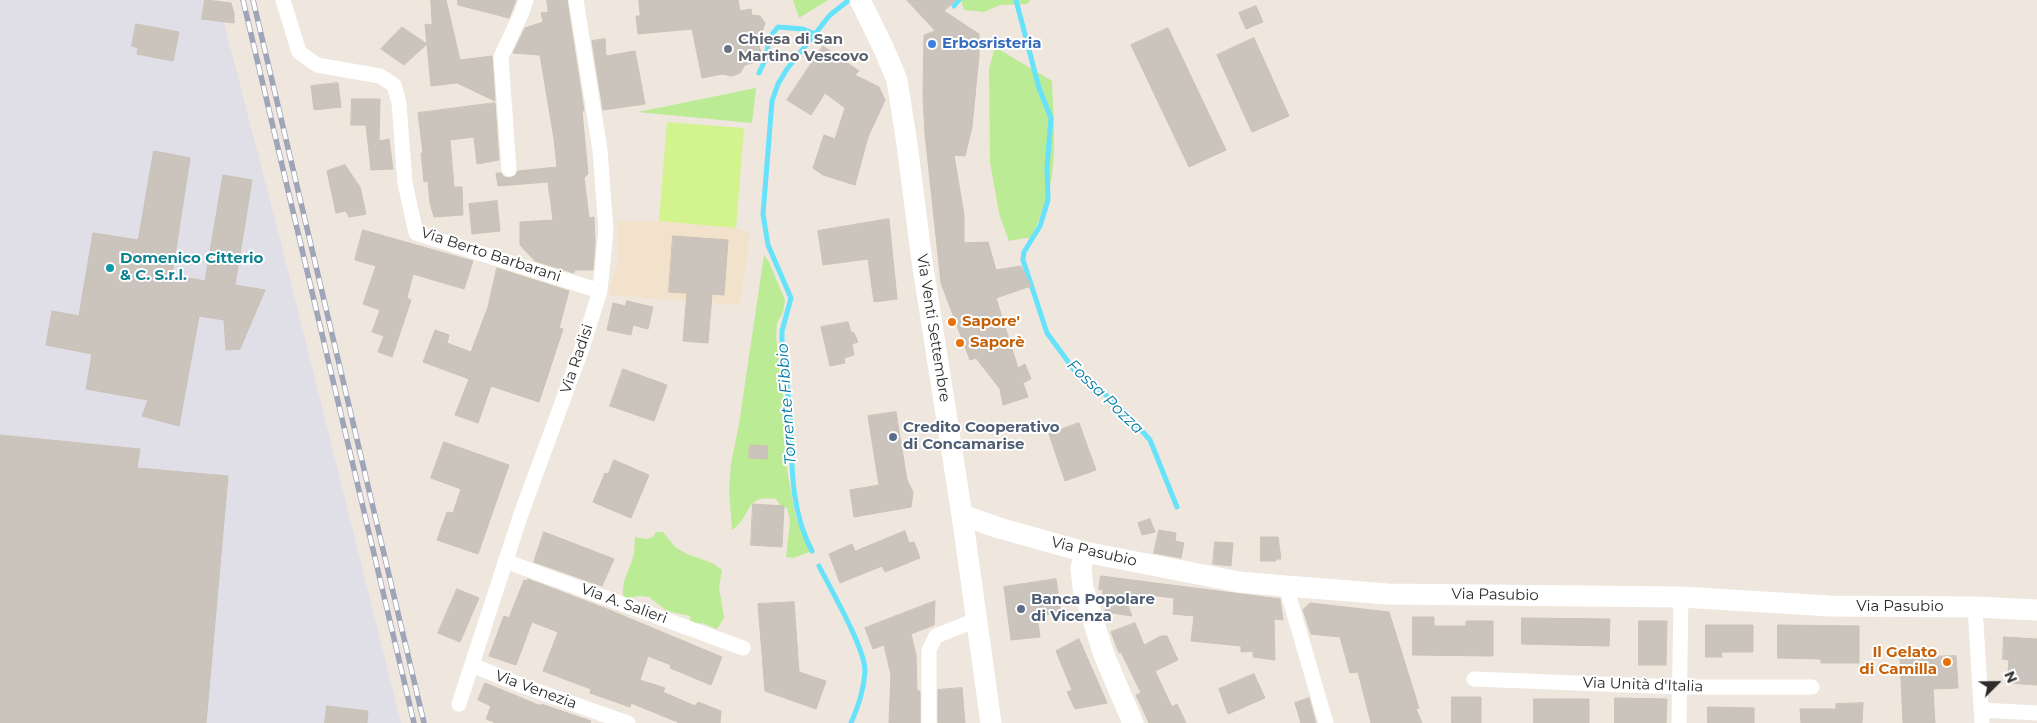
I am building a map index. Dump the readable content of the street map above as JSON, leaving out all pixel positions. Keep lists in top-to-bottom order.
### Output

* * *

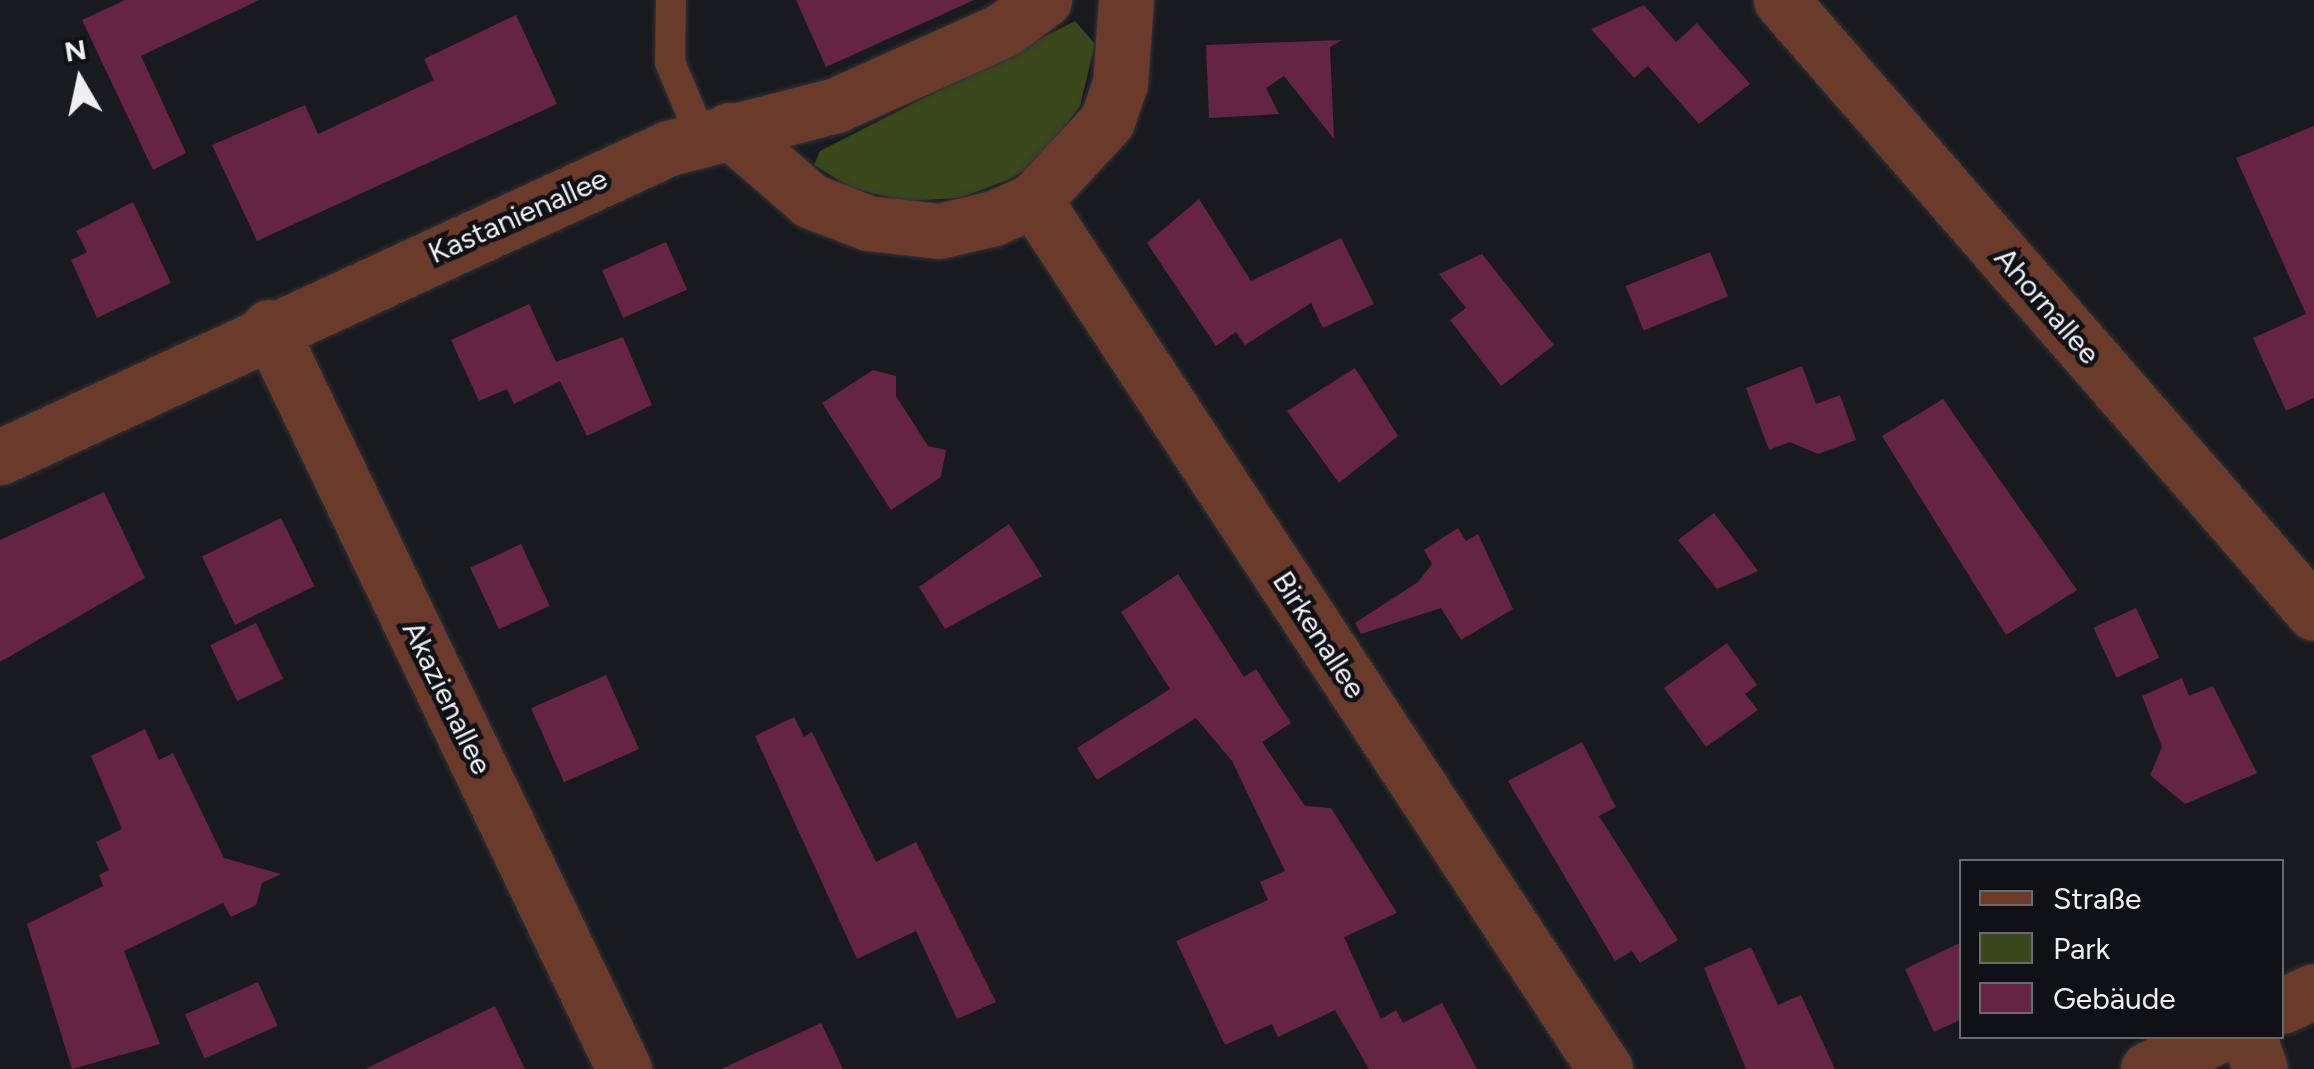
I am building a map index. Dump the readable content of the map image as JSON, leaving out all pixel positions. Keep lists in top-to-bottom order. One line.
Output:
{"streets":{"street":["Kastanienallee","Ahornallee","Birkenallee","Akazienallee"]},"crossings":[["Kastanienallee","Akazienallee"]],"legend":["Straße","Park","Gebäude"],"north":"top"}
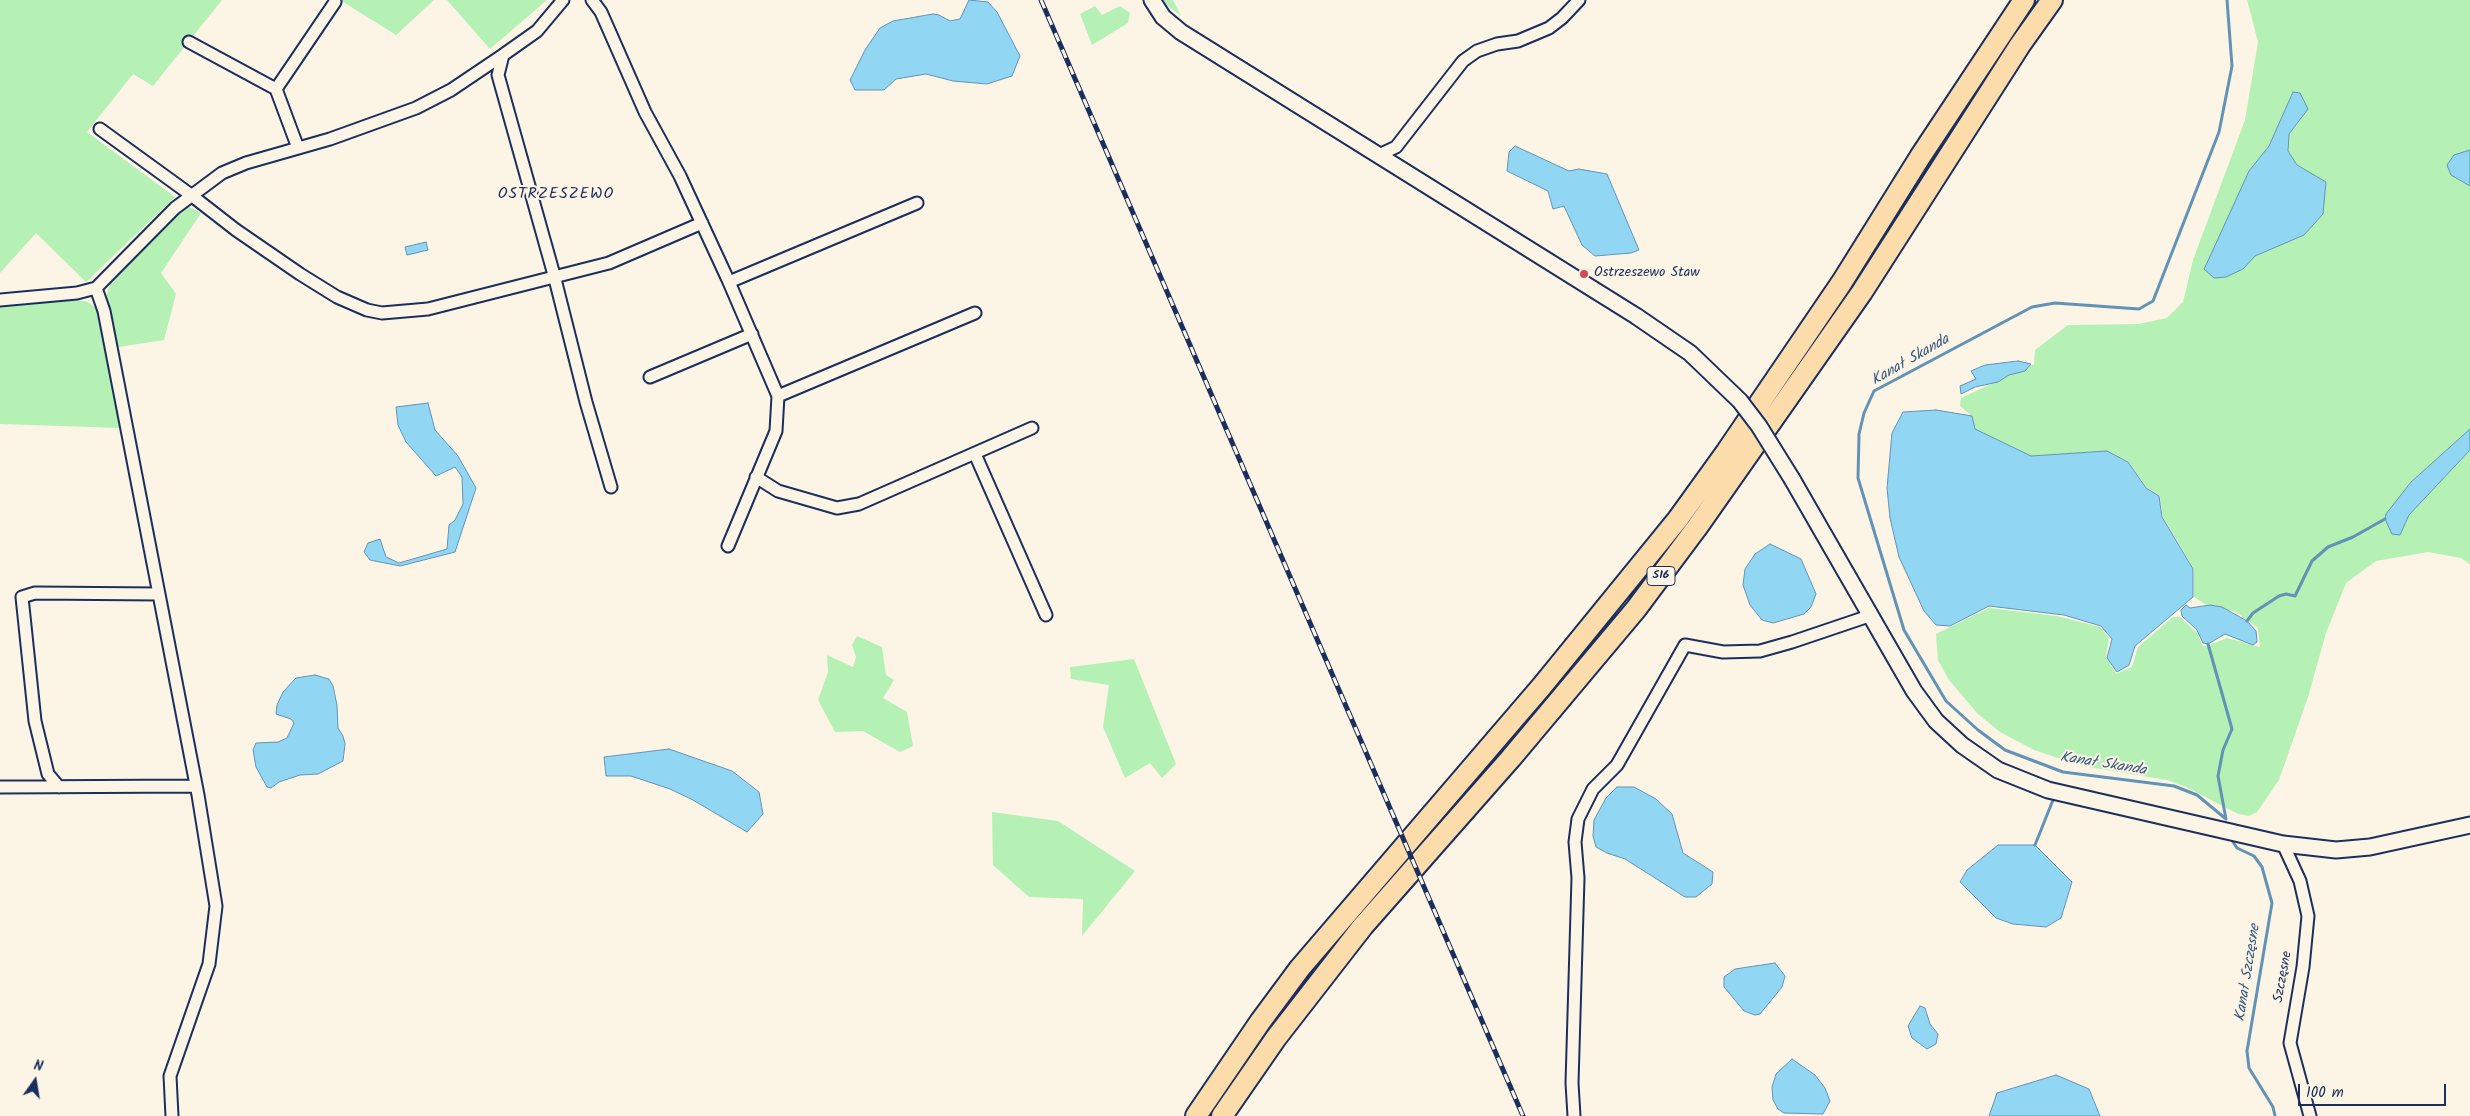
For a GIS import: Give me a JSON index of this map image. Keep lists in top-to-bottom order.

To do
In the data above, which lines include "image"? Return those lines.

Problem solution
I am building a map index. Dump the readable content of the map image as JSON, leaving out all pixel positions. Keep lists in top-to-bottom order. One line.
For a GIS import: Give me a JSON index of this map image. Keep lists in top-to-bottom order.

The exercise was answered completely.